Oven-Baked Vegetable Flax Crackers — Recipe of the Week
Hey, what’s cookin’?
Are spicy, crunchy crackers your trigger food? Chances are you’ve already done your best to Eliminate or Isolate those items from your house, because foods like crackers are full of gluten or are mostly made of starches such as wheat, rice, corn, or potato flour. Those foods aren’t going to help you get the physique you’re after. And those “vegetable” crackers in the Health Food section of the store are hella expensive and ALWAYS have some sort of starch in the ingredients list–they are no better than the regular crackers.
So can you do about those times when you are wishing for something crispy and crunchy to nosh on? Well, you can make your own vegetable flax cracker at home! You don’t need a fancy dehydrator, you don’t need expensive ingredients. And don’t we all have tomatoes, carrots, celery, garlic, and onions on hand? The only extra you will need is ground flax meal–easily obtainable in most grocery stores everywhere.

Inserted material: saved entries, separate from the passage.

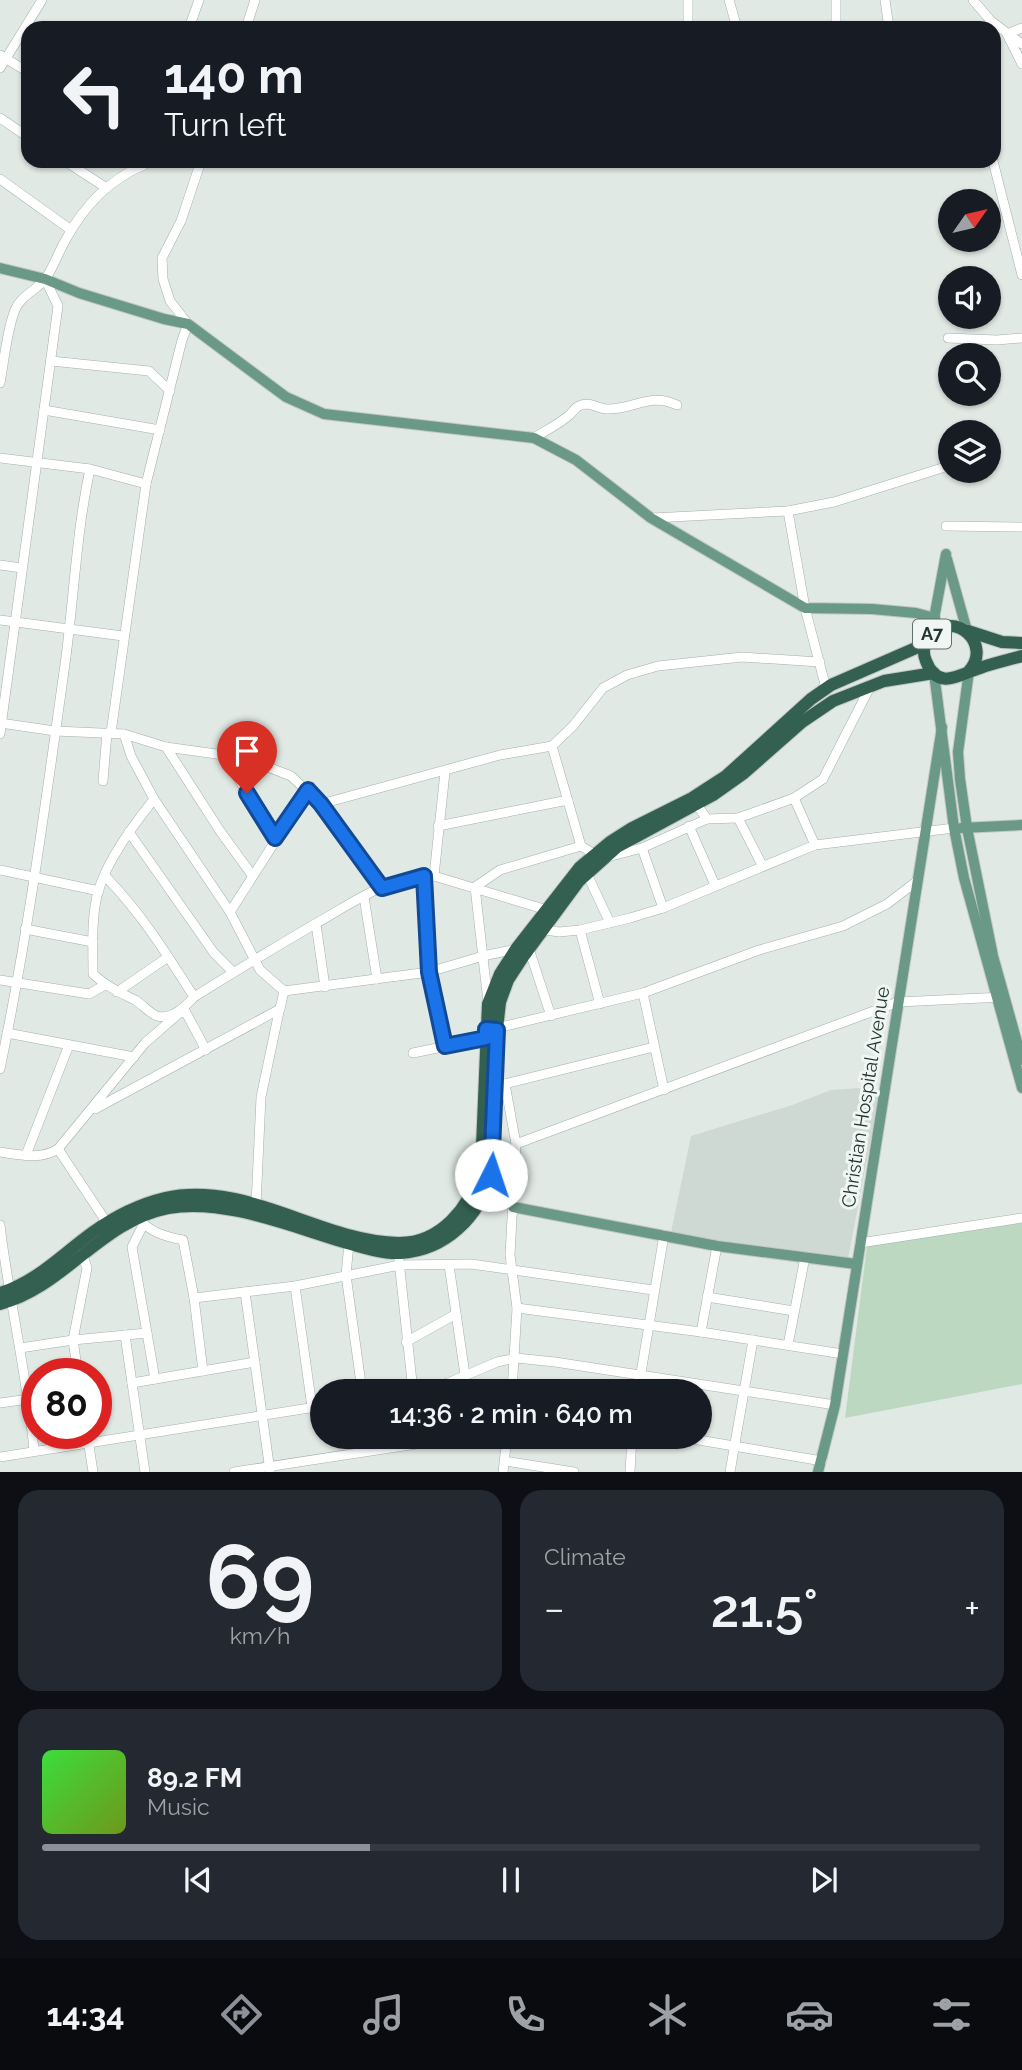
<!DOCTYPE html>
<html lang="en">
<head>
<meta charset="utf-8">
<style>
  :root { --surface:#171b24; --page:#242831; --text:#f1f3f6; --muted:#9ea1a6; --line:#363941; --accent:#8c9099 }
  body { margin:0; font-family:Raleway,sans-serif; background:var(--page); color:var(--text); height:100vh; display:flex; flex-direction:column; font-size:26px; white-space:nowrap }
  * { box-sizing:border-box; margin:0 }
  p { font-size:23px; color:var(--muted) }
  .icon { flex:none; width:38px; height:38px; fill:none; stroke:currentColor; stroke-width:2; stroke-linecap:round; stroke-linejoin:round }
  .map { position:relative; height:1472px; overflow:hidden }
  .panel { display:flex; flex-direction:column; gap:18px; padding:18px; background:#0d0f14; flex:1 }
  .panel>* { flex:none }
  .top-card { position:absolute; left:21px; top:21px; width:980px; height:147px; border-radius:21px; box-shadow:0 2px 5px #0004; background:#171b24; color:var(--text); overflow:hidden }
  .needle { width:46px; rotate:56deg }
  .fabs { position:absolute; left:938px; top:189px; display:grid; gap:14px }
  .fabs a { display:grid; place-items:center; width:63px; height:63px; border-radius:50%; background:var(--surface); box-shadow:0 2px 5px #0004; font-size:35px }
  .speed { position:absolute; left:21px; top:1358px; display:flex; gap:14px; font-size:35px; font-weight:700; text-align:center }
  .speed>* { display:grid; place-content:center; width:91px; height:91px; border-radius:50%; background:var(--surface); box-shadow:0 2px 5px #0004; line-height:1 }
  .speed .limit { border:10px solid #d22; background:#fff; color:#111 }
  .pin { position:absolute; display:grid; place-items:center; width:60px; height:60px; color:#fff; margin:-72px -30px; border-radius:50% 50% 50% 0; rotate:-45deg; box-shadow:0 0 7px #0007 }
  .pin .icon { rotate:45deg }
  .me { position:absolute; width:77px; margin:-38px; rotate:4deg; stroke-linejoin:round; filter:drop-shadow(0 0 5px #0008) }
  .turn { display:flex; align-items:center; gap:24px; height:147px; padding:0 28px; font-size:32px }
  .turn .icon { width:91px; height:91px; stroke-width:2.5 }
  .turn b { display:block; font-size:49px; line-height:60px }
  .big { font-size:52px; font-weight:600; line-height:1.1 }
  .panel .card { flex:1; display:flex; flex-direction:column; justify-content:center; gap:10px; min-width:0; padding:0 24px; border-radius:21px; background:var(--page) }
  .panel .dial { align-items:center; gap:0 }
  .dial b { font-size:91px; line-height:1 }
  .song { display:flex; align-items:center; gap:21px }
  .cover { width:84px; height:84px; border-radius:10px; background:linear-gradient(135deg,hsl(120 70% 55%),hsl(80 70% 35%)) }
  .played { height:7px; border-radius:4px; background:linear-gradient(90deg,var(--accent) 35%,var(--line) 35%) }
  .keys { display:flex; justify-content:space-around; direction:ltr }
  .heat { display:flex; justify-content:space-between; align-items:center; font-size:38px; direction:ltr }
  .panel .tiles { flex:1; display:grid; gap:18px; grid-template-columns:1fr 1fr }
  .card:last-child { grid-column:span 2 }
  .trip { position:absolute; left:310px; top:1379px; width:402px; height:70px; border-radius:35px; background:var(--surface); box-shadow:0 2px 5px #0004; font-weight:600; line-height:70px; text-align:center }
  .tab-bar { display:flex; height:112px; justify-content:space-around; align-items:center; background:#090b0e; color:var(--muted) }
  .tab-bar .icon { width:49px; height:49px }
  .tab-bar .active { color:var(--accent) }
  .tab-bar b { font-size:32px; color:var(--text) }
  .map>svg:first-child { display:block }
</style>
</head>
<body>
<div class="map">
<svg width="1022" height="1472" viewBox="0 0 1022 1472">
  <rect width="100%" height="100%" fill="#e1e9e4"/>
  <polygon fill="#cfd9d3" points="858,1088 880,1091 848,1259 730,1244 671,1232 691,1136 792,1105 831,1090"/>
  <polygon fill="#bcd8c0" points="1022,1223 1022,1384 845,1418 867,1246"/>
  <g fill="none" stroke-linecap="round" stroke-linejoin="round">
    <g stroke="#a4b0aa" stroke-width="10">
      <g id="minor">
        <polyline points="688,0 688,28"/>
        <polyline points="729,0 737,28"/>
        <polyline points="836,0 836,28"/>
        <polyline points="885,0 889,28"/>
        <polyline points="973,0 991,21 1022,44"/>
        <polyline points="189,28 199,0"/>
        <polyline points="246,28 255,0"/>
        <polyline points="1022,28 1007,34 1022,64"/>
        <polyline points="0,55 28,72"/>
        <polyline points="0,68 42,0"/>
        <polyline points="0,118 28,137"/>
        <polyline points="65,161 105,187"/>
        <polyline points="993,161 1022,275"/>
        <polyline points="0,179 71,230"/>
        <polyline points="948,338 997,340 1022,338"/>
        <polyline points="51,361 149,371 170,391"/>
        <path d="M0 383C4 362 7 329 15 310 21 295 36 291 45 279 53 269 58 253 65 241 83 207 108 180 144 165L146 161"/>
        <polyline points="44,410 160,430"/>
        <path d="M534 438C545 431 557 425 567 417 572 414 574 408 579 406 589 401 597 408 606 409 634 410 649 392 677 405"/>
        <polyline points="0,458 90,469 146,484"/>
        <polyline points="788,511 805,608 826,688"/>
        <polyline points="652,518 788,511 834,502 942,468"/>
        <polyline points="946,526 1022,527"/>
        <polyline points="0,565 22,568"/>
        <polyline points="0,620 123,636"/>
        <polyline points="0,723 55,731 124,734 166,747 245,758 291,776 321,804 500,755 552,746 573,726 603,688 627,675 658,666 742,657 820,662"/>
        <polyline points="111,733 146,484 182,340 188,324 170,301 163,279 162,258 181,221 201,161"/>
        <polyline points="0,734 58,306 45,279"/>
        <path d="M124 734 131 756 154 799C133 826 107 860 98 892 91 917 93 948 93 974 106 986 119 992 135 1000 142 1004 149 1013 157 1016 171 1020 186 1006 194 997 234 972 274 948 315 924 351 904 391 874 434 876L547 910"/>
        <polyline points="552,746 581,846 594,854"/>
        <polyline points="166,747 220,831 252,875"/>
        <polyline points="236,757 233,770 275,838"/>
        <polyline points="103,781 107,733"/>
        <polyline points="794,798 815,845"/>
        <polyline points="154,799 230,912 260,970 284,991 429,972 483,956 516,949"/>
        <polyline points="694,801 707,819 738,818 794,798 823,779 871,685"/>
        <polyline points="321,804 382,888"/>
        <polyline points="738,818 762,865"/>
        <polyline points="438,826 568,800"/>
        <polyline points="689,826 715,885"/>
        <polyline points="129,832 214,953 233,972"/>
        <polyline points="642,848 663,908"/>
        <polyline points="608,857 642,848 707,819"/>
        <polyline points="0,870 99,891"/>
        <polyline points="587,874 610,923"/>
        <path d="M105 876C142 914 166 953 194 997"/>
        <polyline points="424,876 429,972 445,1046"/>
        <polyline points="434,876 445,772"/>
        <polyline points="364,897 377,979"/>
        <polyline points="230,912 308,790"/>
        <polyline points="316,924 325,987"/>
        <polyline points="25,929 93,942"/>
        <polyline points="539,929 559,932 580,930 630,918 663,908 815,845 954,828"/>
        <polyline points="580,930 600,1004"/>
        <polyline points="529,949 551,1016"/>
        <polyline points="0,980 89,994 105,985"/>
        <polyline points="117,992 168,957"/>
        <polyline points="643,993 664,1090"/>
        <polyline points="488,1002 475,887 500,870 581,846"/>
        <polyline points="493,1029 643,993 759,950 843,926 887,904 917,881"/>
        <polyline points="7,1033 134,1057"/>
        <polyline points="413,1053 486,1038"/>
        <path d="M0 1069C28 935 46 800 65 664 74 599 76 534 90 469"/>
        <polyline points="505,1084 516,1144 510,1255 517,1308 512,1391"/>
        <polyline points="500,1085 654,1047"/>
        <polyline points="95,1109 280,1009 284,991"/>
        <polyline points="516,1144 898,1002 1003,997"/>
        <polyline points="58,1149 107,1223"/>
        <path d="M0 1152C20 1155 41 1160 58 1149L145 1043 184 1009 206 1050"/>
        <polyline points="26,1155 69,1045"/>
        <polyline points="256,1205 261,1097 280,1007"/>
        <path d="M139 1217C147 1232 167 1237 183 1240L194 1298 295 1286 400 1265 471 1264 653 1290"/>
        <path d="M0 1225C9 1301 27 1374 34 1450"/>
        <polyline points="143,1225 132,1247 155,1379"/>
        <polyline points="349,1243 346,1275 362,1391"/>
        <polyline points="860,1243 1022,1218"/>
        <polyline points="82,1253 87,1268 73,1340 147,1333"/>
        <polyline points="399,1261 413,1391"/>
        <polyline points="449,1265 465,1375"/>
        <polyline points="295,1286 312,1407"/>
        <polyline points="245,1292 270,1471"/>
        <polyline points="707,1297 794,1311"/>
        <polyline points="194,1298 203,1371"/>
        <polyline points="517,1308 701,1332 843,1354"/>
        <polyline points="701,1332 717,1246"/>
        <polyline points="125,1335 145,1472"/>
        <polyline points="406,1342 456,1314"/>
        <polyline points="788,1345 805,1257"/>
        <polyline points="20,1348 73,1340 78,1374"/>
        <polyline points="132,1383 255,1362"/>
        <polyline points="418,1391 448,1383 497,1362 516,1358 555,1362 835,1405"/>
        <polyline points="638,1391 664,1235"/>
        <polyline points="0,1403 29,1399"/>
        <polyline points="87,1433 93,1472"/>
        <polyline points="681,1437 822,1461"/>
        <polyline points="0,1457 322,1406"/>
        <polyline points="505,1461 574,1472"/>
        <polyline points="234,1472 462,1437"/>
        <polyline points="503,1472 507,1437"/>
        <polyline points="630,1472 632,1437"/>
        <polyline points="730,1472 753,1340"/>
      </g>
    </g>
    <g stroke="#c1c7c5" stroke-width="12">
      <g id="major">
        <polyline points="0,268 45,279 79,293 164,319 188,324 286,397 324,414 534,438 576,460 651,518 805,608 872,609 916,613 935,618"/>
        <polyline points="947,559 967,631"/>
        <polyline points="933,624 946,554"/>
        <polyline points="969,671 958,752 960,779 967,828 993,956 1022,1060"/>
        <polyline points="934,673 954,828 964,878 1022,1088"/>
        <polyline points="961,828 1022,825"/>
        <polyline points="513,1207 717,1246 856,1264"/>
        <polyline points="818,1472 835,1405 942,727"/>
      </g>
    </g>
    <g stroke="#c1c7c5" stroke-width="14">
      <g id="highway">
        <polyline points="968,631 1002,642 1022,643"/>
        <path d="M969 671C993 645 955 608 930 636 924 643 922 652 926 661 938 692 960 674 980 668 994 663 1008 660 1022 656"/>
        <path d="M0 1293C38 1281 61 1255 93 1232 114 1217 140 1204 165 1198 246 1180 319 1241 398 1243 441 1244 469 1207 481 1171L488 1004 500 974 516 949 580 867 610 842 632 828 692 798 726 776 811 699 831 685 925 644"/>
        <path d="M0 1304C64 1287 101 1221 168 1208 224 1198 290 1226 344 1242 361 1247 382 1254 401 1253 446 1250 479 1217 491 1175L497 1029 500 1002 508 980 523 957 579 881 617 847 713 795 744 773 802 722 833 701 884 681 934 673"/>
      </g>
    </g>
    <use href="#minor" stroke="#fff" stroke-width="9"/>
    <use href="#major" stroke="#6b9988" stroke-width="10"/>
    <use href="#highway" stroke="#336051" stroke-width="12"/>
  </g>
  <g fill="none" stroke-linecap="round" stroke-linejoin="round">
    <g stroke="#114b97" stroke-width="18">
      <polyline id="route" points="247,793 275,838 308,790 321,804 382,888 424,876 429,972 445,1046 486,1038 486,1029 497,1030 491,1175"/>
    </g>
    <use href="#route" stroke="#1a73e8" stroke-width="12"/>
  </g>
  <g text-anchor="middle" stroke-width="6" stroke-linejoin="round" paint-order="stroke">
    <rect fill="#f0f6f3" stroke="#60706a" stroke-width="2" x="913" y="619.5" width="38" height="29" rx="5"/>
    <g font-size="18" font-weight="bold" fill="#233730">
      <text x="932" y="640">A7</text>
    </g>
    <g font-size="19" fill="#233730" stroke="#f0f6f3">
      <text transform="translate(865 1097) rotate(-81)" y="7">Christian Hospital Avenue</text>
    </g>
  </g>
</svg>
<div class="fabs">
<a><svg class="needle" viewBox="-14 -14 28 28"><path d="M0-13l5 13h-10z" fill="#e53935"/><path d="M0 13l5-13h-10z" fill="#9ea1a6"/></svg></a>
<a><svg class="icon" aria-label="sound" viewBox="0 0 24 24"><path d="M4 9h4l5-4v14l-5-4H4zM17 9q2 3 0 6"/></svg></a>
<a><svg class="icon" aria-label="search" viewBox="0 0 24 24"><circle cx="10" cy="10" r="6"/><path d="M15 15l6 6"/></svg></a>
<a><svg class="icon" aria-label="layers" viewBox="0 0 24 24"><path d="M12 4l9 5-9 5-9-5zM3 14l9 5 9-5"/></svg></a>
</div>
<div class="speed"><div class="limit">80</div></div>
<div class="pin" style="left:247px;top:793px;background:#d93025"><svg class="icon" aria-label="arrive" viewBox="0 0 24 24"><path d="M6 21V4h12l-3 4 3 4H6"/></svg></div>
<svg class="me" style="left:491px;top:1175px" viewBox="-20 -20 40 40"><circle r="19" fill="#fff"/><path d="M0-13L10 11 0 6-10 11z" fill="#1a73e8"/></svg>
<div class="trip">14:36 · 2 min · 640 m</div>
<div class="top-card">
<div class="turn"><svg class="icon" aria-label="left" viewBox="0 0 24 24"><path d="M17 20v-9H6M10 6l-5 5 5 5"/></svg><div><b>140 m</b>Turn left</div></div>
</div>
</div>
<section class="panel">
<div class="tiles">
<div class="card dial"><b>69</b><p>km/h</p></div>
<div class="card"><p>Climate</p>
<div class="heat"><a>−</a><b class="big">21.5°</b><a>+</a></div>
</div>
<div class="card">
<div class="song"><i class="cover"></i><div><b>89.2 FM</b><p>Music</p></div></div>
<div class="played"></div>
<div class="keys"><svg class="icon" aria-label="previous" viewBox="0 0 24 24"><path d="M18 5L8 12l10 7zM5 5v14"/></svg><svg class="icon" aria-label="pause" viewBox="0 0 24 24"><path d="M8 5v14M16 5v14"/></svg><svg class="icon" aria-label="next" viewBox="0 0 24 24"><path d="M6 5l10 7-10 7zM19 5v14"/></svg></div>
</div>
</div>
</section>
<nav class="tab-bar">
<b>14:34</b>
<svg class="icon active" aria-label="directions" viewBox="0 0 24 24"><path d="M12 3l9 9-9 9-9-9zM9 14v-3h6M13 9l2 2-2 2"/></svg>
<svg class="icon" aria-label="music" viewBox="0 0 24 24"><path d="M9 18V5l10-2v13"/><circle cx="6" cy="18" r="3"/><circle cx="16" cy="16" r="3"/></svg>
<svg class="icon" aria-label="phone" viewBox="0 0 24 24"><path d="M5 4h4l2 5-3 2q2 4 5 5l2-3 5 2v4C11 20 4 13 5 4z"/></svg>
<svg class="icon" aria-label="climate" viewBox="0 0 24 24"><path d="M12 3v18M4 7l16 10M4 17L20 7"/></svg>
<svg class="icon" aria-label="car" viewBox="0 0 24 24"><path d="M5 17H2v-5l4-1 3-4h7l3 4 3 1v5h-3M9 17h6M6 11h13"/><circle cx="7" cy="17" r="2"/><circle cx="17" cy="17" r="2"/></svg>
<svg class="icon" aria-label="filters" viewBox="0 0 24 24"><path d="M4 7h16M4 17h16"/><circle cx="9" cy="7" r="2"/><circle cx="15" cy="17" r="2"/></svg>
</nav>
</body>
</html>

Flax seed is one of the most nutrient-dense seeds on the planet. It’s loaded with Omega-3 fatty acids and antioxidants. and is an excellent source of vitamin B1, manganese, magnesium, phosphorus, and selenium, as well as a good source of vitamin B6, iron, potassium, copper and zinc. Imagine all that nutrition in a home-made cracker!
One critical thing to know about flax seeds is that they must be GROUND for all the nutritional goodness to be bio-available to you. Eating flax seeds whole is a terrible waste of nutrients; they will pass through your body undigested. Flax seed is best consumed as ground meal, in oil form, or sprouted.
So grab yourself a bag of flax seed meal, raid the vegetable drawer, and make yourself some delicious vegetable crackers! You can have fun experimenting with all different combinations of veggies and spices!
Oven-Baked Vegetable Flax Crackers
- 2 medium tomatoes, cut into 8ths
- 1/2 medium onion, sliced thin
- 2 cloves garlic, peeled
- 2 carrots, sliced
- 2 celery stalks, sliced
- 2 tsp. dried basil
- 1/2 tsp. dried thyme
- 1 tsp. sea salt
- 1 tsp. cumin
- 1 cup ground flax meal (I used golden flax seed meal)
- (optional) roasted, unsalted sesame seeds
- (optional) roasted, unsalted sunflower seeds
- Set your electric oven to “Warm” and test the temperature with an oven thermometer or a candy thermometer placed on a heat-safe plate. This recipe was baked in a 190-200 degrees Fahrenheit oven. Variations upward or downward in temperature of your oven will consequently increase or decrease the baking time.
- Place all vegetables, in the order listed, in a food processor or blender. Pulse to begin chopping the vegetables; use a pushing tool or rubber scraper to move the food towards the blades. Switch to slightly higher setting to begin turning them into a smooth paste. Add water by the tablespoonful, if needed, to help the blending process. Use as little water as possible; the more water you use, the longer dehydration will take.
- Add spices and blend one last time. Spoon the vegetable/spice mixture in a large mixing bowl and stir in the balsamic vinegar and flax meal. The mixture should taste rather mild at this point; the flavors will become stronger during dehydration.
- Cover a cookie sheet with parchment paper. Scoop the veggie/flax mixture onto the paper. Using a knife or offset spatula, spread the mixture to a thickness of about 1 sunflower seed. If you need to, use a second cookie sheet. If you are using them, sprinkle with unsalted sesame or sunflower seeds for extra flavor and crunch; use the offset spatula (or a pancake turner) to gently press the seeds into the mix.
- After about 4 hours, pull the pan(s) from the oven and lightly score the mix in a grid pattern (a pizza cutter works great for this; use the lightest pressure you can) to aid in breaking up the crackers later on. Return pans(s) to oven and continue baking.
- After about 6 hours, test the parchment and see if it pulls away easily from the mixture, without sticking. If it does, flip the entire sheet over and peel the parchment off to dry the other side of the crackers. If the mixture sticks to the parchment, return it to the oven, bake for another hour, and test again.
- Dehydrate the crackers for a total of eight to 12 hours, or until the crackers have reached your desired level of crispness. Break the crackers along the score lines.
- Store cooled crackers in an airtight container. Use the broken bits/seeds as a crunchy topping for a green salad!